◆ **Assignment**
Count the lines below that hold "textAlign". Give the number without comment.

[Saved data entries]

•••

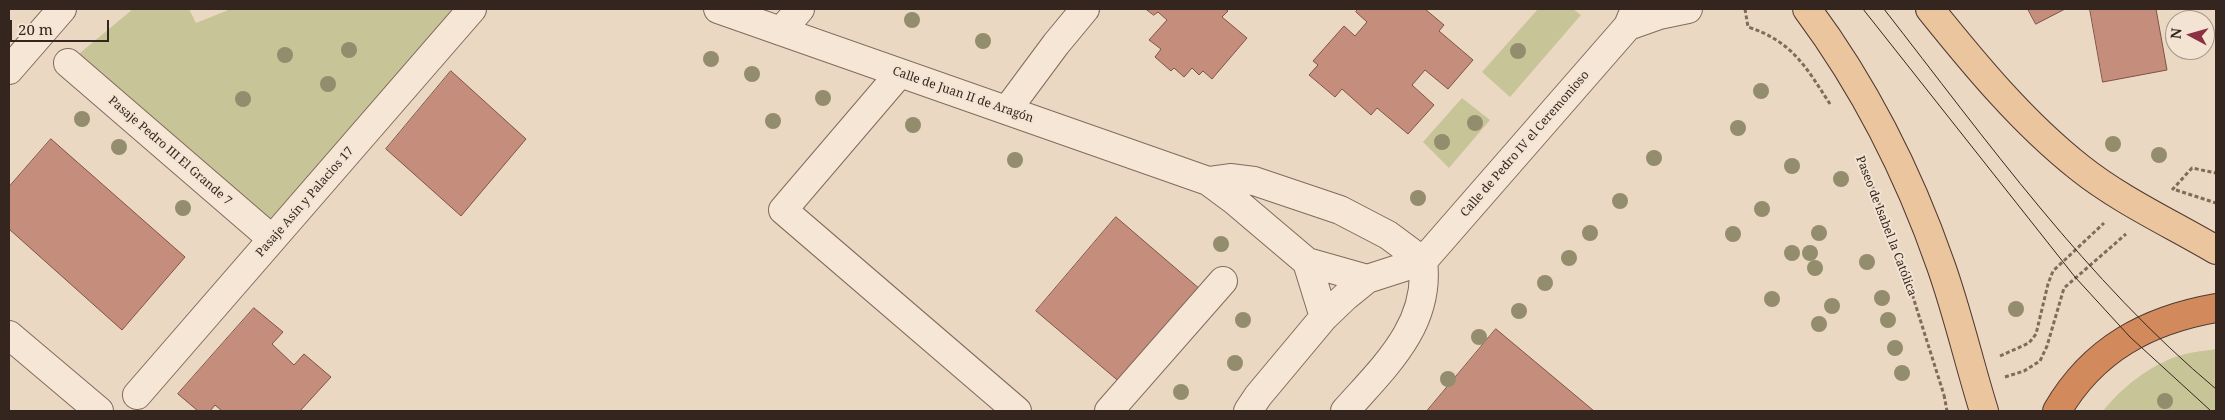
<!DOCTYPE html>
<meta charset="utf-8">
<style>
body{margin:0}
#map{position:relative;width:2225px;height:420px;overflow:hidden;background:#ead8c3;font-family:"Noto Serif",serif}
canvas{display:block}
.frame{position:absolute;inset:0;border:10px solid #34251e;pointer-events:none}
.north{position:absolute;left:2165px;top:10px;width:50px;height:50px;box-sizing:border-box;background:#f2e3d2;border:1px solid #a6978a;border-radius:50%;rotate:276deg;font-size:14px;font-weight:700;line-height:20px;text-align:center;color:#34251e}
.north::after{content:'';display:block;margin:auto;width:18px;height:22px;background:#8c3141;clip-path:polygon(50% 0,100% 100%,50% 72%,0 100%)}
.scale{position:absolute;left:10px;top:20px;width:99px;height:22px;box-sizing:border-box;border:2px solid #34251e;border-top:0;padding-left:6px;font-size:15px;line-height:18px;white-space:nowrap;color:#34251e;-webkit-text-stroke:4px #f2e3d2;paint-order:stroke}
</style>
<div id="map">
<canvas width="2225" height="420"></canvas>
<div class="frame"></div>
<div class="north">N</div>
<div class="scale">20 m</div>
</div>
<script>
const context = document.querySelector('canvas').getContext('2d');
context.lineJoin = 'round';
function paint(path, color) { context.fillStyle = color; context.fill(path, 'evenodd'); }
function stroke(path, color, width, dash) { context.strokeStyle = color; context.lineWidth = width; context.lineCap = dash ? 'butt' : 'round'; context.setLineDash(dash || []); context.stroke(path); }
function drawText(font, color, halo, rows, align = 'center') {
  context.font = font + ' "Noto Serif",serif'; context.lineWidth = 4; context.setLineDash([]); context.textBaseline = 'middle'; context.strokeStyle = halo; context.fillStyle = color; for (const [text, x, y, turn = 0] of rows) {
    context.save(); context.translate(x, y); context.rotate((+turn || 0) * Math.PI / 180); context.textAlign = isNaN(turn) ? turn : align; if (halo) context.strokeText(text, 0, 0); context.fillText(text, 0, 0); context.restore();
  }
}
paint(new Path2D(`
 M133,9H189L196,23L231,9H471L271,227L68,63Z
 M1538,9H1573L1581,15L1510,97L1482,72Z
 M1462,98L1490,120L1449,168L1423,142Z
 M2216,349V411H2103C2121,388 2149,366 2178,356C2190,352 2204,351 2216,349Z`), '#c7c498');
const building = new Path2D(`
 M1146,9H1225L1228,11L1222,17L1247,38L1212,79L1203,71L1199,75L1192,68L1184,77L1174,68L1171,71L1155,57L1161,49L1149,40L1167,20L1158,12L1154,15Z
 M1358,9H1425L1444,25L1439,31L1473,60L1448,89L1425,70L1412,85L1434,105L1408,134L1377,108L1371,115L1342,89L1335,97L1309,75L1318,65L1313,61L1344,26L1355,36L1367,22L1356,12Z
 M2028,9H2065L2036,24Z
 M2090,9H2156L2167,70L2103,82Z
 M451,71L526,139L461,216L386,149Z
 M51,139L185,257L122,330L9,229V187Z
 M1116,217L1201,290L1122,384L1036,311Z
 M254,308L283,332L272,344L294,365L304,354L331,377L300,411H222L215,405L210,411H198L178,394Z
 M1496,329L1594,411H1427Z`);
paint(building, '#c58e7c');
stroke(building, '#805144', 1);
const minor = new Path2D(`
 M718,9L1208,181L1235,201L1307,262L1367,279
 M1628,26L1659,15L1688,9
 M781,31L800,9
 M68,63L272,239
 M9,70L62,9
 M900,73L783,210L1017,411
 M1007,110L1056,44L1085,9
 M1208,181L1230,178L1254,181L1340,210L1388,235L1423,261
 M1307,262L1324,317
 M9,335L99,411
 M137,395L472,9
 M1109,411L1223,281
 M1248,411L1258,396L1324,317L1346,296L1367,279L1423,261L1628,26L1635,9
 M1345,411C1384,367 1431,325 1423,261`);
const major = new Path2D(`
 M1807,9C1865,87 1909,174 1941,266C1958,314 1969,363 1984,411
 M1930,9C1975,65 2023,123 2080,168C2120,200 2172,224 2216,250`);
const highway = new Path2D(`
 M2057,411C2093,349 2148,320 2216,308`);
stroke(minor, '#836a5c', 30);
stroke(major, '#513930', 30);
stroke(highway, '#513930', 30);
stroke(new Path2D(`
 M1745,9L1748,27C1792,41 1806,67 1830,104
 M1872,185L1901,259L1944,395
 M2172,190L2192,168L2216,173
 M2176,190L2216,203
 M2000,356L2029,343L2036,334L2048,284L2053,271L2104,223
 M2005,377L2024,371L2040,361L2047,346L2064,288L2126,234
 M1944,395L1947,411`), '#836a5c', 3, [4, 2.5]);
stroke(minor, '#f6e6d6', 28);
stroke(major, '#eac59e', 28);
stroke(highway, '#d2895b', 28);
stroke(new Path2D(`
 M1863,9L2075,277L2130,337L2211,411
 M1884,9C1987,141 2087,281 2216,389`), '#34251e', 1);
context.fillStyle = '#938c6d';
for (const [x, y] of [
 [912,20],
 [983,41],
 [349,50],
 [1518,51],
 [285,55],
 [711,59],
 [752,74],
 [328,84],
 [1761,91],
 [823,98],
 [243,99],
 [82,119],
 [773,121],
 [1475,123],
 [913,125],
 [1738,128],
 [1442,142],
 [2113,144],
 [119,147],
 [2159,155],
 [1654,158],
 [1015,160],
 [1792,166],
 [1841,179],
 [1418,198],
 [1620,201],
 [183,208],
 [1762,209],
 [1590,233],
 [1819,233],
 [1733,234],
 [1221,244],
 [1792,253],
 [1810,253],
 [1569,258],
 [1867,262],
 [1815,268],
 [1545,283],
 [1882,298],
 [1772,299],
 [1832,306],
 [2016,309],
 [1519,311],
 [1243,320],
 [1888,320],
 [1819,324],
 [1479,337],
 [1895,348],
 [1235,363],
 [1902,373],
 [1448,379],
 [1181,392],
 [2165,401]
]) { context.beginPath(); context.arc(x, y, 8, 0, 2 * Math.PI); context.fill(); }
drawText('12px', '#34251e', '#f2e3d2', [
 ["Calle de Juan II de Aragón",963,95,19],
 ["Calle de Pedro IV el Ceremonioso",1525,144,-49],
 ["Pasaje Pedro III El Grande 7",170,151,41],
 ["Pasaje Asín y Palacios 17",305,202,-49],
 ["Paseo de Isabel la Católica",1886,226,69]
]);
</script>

•••

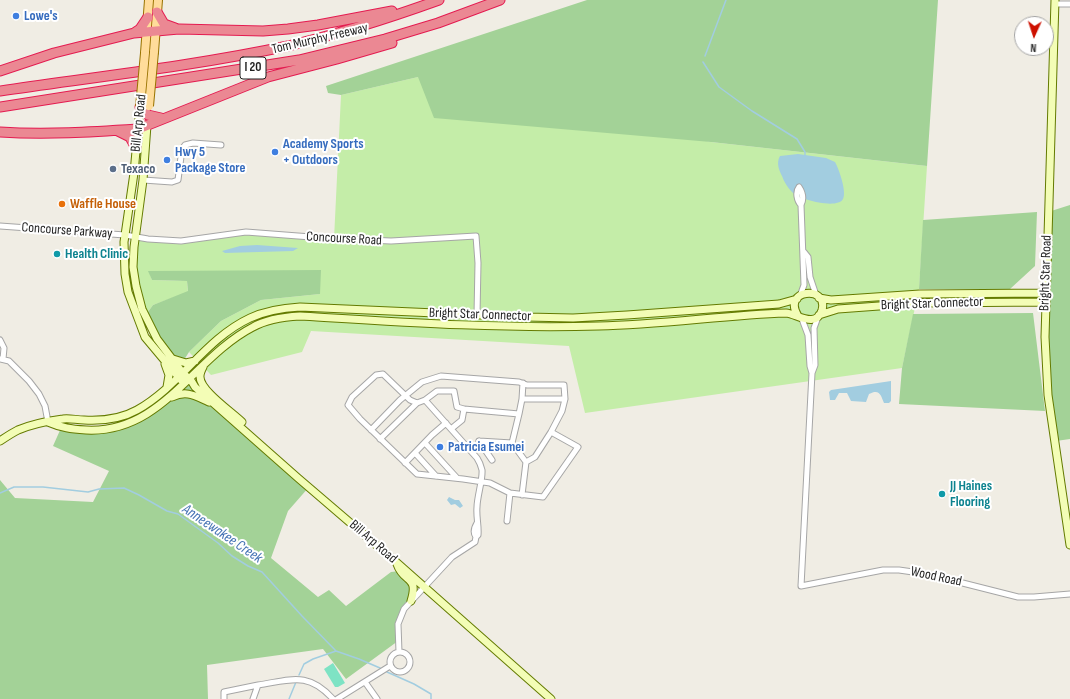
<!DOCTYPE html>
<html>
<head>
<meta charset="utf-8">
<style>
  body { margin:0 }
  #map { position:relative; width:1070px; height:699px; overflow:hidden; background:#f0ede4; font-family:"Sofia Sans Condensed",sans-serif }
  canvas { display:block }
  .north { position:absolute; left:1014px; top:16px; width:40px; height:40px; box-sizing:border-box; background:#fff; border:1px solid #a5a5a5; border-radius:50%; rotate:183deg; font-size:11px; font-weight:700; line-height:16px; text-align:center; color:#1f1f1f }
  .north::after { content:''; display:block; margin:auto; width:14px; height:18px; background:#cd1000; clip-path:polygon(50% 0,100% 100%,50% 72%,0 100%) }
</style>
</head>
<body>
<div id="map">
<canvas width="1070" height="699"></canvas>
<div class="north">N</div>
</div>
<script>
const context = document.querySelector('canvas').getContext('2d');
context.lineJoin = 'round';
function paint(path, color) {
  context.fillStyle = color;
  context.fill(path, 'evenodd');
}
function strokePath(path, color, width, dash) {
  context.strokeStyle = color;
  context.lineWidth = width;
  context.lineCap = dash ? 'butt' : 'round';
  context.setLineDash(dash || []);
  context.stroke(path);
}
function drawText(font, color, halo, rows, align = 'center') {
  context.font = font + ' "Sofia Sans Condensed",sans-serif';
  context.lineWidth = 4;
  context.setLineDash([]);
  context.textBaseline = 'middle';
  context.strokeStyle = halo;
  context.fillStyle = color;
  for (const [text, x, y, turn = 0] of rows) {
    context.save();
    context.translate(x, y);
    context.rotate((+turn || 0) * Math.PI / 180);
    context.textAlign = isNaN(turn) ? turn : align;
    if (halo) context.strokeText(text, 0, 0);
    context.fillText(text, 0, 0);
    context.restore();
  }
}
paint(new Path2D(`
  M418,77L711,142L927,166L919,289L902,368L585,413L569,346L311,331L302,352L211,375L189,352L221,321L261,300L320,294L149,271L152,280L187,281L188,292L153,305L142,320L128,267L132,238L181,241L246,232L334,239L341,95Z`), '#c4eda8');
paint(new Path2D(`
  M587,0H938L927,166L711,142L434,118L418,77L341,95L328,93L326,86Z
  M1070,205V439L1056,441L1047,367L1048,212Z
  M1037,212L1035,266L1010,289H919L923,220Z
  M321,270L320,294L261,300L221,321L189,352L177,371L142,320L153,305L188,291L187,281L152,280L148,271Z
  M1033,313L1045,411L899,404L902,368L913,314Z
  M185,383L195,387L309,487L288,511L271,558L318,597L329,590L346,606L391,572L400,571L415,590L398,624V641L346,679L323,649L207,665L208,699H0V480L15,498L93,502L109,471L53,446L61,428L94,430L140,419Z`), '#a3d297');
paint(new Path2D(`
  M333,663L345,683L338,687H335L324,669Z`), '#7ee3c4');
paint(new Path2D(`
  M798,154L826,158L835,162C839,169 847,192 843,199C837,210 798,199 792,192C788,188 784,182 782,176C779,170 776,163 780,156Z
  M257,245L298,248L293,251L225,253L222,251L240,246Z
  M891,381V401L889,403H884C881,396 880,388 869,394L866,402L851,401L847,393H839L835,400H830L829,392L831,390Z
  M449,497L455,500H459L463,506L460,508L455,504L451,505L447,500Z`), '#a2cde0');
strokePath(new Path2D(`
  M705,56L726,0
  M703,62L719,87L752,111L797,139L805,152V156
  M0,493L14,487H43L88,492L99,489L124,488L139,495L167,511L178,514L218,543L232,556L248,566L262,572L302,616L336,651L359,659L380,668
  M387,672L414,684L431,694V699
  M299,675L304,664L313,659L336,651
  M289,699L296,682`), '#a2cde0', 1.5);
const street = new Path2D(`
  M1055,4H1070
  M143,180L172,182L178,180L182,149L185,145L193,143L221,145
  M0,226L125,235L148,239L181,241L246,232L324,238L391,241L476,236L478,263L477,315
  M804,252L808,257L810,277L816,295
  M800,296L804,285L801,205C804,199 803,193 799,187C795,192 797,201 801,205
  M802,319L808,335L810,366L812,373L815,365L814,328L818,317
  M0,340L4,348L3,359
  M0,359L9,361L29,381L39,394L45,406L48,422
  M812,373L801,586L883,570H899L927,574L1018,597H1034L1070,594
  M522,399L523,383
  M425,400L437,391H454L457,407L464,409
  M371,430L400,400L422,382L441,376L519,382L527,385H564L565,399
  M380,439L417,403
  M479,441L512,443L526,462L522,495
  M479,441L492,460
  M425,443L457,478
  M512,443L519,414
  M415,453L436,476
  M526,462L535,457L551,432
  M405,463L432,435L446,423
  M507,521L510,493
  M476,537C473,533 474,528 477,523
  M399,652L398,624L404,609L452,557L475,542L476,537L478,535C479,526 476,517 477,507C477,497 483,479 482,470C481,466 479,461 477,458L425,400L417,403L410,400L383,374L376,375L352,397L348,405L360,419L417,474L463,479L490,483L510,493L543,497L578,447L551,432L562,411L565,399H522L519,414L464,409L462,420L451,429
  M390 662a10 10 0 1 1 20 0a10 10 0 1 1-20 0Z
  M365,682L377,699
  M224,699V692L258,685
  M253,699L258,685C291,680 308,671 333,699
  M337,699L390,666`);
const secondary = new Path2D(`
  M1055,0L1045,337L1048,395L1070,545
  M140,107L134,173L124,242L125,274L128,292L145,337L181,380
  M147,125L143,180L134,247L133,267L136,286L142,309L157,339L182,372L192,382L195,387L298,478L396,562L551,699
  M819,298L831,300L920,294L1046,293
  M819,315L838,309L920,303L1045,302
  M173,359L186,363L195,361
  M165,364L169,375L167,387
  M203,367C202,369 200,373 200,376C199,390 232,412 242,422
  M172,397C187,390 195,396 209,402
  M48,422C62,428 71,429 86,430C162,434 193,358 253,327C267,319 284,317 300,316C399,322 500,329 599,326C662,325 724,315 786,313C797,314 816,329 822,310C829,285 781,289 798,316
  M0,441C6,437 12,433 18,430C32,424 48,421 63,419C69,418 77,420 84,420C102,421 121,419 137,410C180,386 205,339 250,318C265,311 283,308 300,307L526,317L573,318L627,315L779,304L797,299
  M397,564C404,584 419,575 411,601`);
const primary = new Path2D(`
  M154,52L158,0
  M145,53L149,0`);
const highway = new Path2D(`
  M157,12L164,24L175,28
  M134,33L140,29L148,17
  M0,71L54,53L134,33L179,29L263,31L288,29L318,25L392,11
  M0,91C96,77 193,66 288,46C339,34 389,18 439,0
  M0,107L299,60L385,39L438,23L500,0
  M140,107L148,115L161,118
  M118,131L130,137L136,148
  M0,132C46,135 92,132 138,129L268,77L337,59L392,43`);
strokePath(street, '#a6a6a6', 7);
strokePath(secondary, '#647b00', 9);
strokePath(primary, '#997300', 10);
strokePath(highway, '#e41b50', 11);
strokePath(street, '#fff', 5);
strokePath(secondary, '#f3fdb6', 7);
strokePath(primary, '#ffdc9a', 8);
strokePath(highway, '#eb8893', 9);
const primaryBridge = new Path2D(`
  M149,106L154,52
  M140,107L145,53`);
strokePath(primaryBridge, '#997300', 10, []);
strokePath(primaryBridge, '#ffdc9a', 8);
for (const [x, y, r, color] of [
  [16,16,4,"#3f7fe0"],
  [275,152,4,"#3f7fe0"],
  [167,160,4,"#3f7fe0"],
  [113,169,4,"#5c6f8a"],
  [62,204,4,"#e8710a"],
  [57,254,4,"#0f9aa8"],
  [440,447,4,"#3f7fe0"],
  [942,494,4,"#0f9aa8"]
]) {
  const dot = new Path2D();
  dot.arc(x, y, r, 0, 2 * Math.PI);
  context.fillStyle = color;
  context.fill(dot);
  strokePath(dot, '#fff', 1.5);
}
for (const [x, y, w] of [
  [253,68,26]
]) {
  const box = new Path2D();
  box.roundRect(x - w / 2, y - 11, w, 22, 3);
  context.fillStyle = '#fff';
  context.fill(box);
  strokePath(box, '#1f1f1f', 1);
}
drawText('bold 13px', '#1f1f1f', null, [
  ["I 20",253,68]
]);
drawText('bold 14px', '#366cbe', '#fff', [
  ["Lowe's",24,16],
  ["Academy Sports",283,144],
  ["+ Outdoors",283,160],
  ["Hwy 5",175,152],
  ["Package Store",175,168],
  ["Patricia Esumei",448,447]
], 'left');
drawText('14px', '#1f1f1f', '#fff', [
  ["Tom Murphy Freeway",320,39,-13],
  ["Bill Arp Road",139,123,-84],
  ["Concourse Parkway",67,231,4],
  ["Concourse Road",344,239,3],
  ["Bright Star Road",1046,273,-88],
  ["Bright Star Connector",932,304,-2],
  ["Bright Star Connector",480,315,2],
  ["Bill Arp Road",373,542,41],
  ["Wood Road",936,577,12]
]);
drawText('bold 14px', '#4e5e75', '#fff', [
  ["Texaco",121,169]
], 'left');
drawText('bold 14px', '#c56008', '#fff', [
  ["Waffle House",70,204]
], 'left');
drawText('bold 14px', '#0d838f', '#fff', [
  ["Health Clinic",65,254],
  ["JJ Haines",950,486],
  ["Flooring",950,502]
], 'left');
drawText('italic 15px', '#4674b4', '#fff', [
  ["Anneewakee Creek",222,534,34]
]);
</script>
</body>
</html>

•••

◆ **Solution to the exercise**
2